# Constant Daydreaming



## EmptyRoom (Jul 28, 2010)

I'm a pretty big dreamer, I sometimes daydream and don't even realize it. It's as if I'm living inside my own head most of the time instead of actually living in the real world.
It has it's pros and cons of course, such as a being a big time waster and not being able to concentrate, to being highly imaginative and time filling.
Does anyone else here daydream to the point where it distracts you from your duties and even conversations?
It's as if you can't even concentrate on a task without adding something to it in your head. I have feelings like that sometimes, I'm just wondering if anybody feels the same.


----------



## Lonely Hobbit (Aug 31, 2009)

I've been daydreaming since I was a kid. It definitely affects my concentration.


----------



## shale (Jul 24, 2010)

Same here.


----------



## macaw (Sep 6, 2010)

I do that a lot. I'll start thinking up elaborate plans for the day, then walk through them in my mind. Everything is easy in that world; no shaking, no blushing. Never tired or sick. Just being out and about having fun.

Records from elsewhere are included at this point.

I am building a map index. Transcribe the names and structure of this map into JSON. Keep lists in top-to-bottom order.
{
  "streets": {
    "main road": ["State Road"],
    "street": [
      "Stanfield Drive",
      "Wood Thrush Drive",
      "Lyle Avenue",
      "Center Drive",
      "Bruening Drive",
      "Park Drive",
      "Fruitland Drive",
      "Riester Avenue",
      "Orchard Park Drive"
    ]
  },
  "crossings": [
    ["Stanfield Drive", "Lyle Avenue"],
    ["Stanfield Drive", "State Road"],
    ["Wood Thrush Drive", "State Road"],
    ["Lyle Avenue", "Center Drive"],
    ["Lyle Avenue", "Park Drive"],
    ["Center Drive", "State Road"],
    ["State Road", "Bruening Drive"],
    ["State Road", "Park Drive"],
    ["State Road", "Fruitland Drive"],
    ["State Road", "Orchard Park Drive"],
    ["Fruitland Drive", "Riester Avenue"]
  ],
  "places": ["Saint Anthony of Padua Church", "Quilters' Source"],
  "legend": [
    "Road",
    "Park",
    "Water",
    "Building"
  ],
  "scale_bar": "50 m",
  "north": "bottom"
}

In reality I'm lying in bed, meant to be up and about 10 minutes ago but enjoying the fantasy too much.

It's a form of escape for me, the same way video games are.


----------



## jlotz123 (Dec 11, 2009)

It used to be a lot worse when I was younger, I a much more vivid imagination of fun things. Now I day dream of what's currently going on, what's going to happen, how it's going to happen.

But if i'm alone with no distractions, that's when my day dreaming can be at it's absolute best. It's like walking around in my own dreams.


----------



## Guppy (Apr 18, 2010)

I daydream a lot,sometimes its even when I walk around in
public places.only to be awaken back to the real world,
to find out that I was in someones way.hehehe


----------



## daytimedreamer (Jun 16, 2010)

I do the same thing. I think I spend more time daydreaming than I do in the real world.


----------



## 1L45TTRI (Feb 10, 2010)

Yeh me to... my therapist calls it "fantasizing" and is a coping mechanism apparently? I hate it


----------



## rawrguy (Mar 29, 2008)

i feel like 90% of my life is a daydream...man i need to see a psychologist soon...


----------



## EmptyRoom (Jul 28, 2010)

macaw said:


> I do that a lot. I'll start thinking up elaborate plans for the day, then walk through them in my mind. Everything is easy in that world; no shaking, no blushing. Never tired or sick. Just being out and about having fun.
> 
> In reality I'm lying in bed, meant to be up and about 10 minutes ago but enjoying the fantasy too much.
> 
> It's a form of escape for me, the same way video games are.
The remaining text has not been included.